◆ **EXERCISE INSTRUCTIONS**
Wherever the word "shop" appears in a line of the data, that line should be copied.
──────
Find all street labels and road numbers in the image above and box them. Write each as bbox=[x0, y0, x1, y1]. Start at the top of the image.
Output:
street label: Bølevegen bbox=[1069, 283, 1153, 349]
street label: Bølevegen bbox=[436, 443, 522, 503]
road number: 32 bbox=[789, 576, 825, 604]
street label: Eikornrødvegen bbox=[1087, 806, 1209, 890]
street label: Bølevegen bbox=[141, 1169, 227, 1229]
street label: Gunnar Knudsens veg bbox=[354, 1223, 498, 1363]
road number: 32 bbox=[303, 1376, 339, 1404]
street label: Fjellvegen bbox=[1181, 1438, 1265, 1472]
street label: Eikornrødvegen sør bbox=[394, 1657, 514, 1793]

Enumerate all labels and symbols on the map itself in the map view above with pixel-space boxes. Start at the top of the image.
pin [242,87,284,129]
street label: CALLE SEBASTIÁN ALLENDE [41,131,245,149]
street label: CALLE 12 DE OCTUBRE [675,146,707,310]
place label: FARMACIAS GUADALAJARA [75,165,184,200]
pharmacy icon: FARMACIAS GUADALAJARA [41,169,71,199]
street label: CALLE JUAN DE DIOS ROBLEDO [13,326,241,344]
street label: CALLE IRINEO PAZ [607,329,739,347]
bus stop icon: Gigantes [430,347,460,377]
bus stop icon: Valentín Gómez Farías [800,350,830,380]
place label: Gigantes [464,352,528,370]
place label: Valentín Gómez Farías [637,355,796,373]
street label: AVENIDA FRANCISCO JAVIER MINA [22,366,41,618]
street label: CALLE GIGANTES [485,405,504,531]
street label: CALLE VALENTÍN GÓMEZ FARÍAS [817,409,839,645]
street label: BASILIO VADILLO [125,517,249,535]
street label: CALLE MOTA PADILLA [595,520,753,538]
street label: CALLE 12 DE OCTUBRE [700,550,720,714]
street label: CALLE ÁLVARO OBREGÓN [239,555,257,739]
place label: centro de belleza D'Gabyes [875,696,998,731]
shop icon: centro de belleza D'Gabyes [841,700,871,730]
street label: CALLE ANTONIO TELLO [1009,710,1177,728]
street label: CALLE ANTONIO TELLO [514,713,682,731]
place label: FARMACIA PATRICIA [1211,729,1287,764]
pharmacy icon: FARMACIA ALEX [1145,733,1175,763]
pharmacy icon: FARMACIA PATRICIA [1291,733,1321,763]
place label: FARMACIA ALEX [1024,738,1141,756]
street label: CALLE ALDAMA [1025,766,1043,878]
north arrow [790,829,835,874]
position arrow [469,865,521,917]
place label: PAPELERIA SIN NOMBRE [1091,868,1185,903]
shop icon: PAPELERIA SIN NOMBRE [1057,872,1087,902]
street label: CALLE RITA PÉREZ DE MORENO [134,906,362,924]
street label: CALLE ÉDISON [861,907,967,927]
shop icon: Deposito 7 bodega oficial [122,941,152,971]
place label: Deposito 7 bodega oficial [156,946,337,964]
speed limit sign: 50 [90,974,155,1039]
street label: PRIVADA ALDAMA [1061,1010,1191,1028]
──────
◆ **SOLVED EXERCISE**
shop icon: centro de belleza D'Gabyes [841,700,871,730]
shop icon: PAPELERIA SIN NOMBRE [1057,872,1087,902]
shop icon: Deposito 7 bodega oficial [122,941,152,971]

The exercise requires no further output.